= Directions for this task =
Go through the records below and return each line that has "neighbourhood" in it.

*** Exercise data ***

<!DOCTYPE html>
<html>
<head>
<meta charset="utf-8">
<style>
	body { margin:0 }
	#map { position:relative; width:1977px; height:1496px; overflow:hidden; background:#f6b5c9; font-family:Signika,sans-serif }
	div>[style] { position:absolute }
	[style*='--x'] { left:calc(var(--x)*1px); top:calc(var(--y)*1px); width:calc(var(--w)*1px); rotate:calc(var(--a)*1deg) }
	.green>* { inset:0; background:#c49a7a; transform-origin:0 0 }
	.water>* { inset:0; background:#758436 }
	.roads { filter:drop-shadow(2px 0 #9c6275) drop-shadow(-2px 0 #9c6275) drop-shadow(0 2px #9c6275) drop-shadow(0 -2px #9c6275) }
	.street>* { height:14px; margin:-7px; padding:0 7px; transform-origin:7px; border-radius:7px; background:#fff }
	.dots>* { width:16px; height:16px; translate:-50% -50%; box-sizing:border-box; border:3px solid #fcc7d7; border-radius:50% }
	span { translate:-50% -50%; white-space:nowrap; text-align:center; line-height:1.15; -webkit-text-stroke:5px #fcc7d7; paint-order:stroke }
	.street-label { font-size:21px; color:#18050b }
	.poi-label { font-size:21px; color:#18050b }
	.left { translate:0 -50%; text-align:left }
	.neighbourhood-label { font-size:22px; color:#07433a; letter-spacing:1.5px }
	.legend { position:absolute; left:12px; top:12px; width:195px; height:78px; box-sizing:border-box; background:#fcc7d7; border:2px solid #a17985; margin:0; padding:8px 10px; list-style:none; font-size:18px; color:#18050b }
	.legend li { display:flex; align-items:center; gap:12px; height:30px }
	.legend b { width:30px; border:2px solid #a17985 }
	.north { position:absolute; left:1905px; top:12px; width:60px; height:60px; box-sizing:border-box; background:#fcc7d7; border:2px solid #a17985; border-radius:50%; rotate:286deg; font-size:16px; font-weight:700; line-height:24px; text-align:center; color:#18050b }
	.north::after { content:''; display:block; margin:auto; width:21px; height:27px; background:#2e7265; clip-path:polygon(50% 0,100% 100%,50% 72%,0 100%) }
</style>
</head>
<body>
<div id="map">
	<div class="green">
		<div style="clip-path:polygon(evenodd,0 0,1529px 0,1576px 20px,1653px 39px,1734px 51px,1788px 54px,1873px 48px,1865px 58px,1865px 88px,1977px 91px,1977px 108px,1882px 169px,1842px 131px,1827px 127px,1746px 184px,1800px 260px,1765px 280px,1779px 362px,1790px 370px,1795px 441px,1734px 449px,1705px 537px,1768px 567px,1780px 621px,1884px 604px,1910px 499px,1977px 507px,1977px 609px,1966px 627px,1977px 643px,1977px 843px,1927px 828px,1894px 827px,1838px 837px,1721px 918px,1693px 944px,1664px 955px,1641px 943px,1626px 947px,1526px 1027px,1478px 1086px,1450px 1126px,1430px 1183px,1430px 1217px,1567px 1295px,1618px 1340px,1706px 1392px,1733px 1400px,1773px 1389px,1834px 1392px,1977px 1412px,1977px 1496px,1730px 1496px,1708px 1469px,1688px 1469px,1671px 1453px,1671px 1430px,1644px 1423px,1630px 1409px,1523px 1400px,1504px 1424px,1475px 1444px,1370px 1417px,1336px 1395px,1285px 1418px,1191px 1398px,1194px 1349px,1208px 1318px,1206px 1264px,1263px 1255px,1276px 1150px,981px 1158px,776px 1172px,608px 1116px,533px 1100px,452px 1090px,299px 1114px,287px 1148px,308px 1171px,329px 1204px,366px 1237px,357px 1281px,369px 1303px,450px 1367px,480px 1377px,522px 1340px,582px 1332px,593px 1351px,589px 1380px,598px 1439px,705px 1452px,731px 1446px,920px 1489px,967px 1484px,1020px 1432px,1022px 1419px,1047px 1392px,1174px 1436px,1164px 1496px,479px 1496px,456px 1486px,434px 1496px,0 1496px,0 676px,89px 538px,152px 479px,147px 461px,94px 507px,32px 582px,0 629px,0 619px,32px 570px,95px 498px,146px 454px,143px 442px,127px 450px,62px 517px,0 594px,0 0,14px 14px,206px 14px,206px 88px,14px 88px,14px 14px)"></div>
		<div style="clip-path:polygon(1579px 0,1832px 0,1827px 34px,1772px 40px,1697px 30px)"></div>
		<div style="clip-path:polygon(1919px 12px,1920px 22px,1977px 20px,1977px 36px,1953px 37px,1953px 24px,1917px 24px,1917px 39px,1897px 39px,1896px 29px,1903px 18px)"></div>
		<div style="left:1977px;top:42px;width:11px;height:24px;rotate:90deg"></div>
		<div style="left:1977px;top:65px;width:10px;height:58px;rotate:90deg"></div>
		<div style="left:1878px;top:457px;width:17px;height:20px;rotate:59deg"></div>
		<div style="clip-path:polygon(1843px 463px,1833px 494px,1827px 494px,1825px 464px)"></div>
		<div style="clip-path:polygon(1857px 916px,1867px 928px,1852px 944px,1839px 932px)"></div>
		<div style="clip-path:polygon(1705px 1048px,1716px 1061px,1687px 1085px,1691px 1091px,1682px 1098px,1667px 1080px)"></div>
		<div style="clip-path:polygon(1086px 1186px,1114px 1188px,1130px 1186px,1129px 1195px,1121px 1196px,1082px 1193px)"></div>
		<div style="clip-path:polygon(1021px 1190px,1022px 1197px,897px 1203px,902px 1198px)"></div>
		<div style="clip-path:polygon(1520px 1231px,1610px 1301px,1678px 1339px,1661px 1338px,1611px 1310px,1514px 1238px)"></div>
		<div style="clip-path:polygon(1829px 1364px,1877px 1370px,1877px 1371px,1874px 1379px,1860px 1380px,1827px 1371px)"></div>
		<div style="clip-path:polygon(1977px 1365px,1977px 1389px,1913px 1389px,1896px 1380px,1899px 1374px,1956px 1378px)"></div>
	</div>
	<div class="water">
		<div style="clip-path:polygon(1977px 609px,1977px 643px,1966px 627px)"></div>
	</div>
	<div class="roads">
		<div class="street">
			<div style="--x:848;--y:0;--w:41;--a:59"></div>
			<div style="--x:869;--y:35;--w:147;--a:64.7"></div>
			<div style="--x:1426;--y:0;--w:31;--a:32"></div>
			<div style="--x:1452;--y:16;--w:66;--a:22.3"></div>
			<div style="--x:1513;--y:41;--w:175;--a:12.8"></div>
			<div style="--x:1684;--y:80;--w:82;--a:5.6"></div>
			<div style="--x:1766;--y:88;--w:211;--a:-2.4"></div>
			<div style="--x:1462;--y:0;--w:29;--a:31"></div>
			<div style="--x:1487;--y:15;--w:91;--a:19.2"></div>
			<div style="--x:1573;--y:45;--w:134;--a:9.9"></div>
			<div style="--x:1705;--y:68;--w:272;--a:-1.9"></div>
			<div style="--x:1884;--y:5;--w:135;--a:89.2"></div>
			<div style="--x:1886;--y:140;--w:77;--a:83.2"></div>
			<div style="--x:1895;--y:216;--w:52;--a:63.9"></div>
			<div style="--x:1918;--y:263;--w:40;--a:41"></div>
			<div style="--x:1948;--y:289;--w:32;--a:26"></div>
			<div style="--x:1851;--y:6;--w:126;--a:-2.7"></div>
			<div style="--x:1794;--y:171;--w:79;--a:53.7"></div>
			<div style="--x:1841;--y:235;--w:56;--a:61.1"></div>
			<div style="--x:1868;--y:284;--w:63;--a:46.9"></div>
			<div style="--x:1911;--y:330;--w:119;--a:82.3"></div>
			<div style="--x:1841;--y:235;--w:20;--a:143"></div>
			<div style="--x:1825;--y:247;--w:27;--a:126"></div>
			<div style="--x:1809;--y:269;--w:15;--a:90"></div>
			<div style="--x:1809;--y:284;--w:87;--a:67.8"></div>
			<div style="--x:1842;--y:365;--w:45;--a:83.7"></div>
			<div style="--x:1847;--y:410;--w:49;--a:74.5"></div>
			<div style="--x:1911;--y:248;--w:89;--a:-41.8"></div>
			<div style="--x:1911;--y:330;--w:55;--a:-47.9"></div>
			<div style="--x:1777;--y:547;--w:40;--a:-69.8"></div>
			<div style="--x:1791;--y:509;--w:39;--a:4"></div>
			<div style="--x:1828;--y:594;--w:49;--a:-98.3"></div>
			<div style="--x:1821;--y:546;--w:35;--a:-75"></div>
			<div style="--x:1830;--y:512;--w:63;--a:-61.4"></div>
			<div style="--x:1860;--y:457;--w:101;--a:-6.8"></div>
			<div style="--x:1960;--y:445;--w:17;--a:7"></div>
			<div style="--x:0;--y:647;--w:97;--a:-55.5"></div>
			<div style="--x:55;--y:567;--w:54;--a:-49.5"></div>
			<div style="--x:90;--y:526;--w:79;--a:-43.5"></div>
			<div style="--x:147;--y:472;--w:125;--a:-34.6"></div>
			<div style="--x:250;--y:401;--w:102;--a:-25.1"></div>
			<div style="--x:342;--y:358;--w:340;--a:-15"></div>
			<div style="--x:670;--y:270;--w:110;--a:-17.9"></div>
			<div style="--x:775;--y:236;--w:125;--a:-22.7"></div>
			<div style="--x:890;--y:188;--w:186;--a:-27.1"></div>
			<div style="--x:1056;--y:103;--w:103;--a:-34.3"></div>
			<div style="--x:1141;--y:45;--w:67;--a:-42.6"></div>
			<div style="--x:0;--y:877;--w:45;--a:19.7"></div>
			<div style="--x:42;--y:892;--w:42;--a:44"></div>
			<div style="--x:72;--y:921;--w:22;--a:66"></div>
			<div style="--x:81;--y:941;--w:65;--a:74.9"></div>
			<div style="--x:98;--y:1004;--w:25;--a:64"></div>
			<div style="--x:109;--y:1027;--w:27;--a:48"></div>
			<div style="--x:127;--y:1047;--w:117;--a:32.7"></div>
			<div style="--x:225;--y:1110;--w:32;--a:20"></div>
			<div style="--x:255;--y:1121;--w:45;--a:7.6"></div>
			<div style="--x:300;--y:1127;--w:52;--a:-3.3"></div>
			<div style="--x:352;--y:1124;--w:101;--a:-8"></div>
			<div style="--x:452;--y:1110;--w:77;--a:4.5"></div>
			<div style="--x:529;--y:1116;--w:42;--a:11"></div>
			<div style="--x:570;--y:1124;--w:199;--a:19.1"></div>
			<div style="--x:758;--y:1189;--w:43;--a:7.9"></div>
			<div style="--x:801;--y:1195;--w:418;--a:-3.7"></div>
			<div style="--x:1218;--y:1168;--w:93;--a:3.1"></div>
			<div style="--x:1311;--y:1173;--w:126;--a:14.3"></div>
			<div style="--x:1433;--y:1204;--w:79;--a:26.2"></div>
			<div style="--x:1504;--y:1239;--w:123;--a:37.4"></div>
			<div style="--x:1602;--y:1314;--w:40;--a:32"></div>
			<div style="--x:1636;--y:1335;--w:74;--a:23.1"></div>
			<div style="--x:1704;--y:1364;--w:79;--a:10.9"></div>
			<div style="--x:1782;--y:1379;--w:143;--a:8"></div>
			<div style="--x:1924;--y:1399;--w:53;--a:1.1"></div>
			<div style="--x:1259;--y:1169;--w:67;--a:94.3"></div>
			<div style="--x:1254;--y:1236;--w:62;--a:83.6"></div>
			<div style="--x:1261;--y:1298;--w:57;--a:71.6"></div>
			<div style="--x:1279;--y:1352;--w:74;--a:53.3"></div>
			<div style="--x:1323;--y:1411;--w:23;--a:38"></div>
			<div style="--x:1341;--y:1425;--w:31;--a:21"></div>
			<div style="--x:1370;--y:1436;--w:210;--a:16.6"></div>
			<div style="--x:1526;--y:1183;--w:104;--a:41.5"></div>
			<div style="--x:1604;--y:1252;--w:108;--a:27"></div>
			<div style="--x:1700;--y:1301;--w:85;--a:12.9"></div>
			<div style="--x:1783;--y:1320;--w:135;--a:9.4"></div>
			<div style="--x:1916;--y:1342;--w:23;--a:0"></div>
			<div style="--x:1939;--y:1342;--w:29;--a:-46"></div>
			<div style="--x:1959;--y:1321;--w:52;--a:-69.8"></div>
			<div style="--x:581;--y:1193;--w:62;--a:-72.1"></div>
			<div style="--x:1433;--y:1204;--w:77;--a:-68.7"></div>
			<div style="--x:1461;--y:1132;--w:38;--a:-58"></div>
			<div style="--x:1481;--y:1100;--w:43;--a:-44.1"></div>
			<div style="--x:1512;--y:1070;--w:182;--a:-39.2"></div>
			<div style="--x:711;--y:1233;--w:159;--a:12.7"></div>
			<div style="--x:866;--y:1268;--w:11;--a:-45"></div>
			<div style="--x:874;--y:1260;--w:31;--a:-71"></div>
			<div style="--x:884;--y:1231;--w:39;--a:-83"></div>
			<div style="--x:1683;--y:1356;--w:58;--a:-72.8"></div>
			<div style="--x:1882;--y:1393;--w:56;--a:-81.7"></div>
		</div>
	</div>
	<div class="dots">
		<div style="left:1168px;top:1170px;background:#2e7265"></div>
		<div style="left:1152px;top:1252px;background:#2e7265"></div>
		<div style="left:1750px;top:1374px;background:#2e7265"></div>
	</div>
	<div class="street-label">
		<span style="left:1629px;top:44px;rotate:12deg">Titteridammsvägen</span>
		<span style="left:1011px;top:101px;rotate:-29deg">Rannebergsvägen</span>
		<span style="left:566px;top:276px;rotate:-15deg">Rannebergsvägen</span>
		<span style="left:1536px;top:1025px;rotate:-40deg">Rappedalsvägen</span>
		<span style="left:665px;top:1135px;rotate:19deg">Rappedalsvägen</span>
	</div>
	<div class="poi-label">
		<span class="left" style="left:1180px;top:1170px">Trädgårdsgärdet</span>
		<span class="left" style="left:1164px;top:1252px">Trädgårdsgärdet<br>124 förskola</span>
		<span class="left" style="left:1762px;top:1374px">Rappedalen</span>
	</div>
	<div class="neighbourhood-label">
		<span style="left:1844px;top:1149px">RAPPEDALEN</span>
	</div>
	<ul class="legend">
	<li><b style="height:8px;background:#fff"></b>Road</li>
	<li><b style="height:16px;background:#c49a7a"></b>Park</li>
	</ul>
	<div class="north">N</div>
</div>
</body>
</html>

*** End of Exercise data ***

= Result of this task =
	.neighbourhood-label { font-size:22px; color:#07433a; letter-spacing:1.5px }
	<div class="neighbourhood-label">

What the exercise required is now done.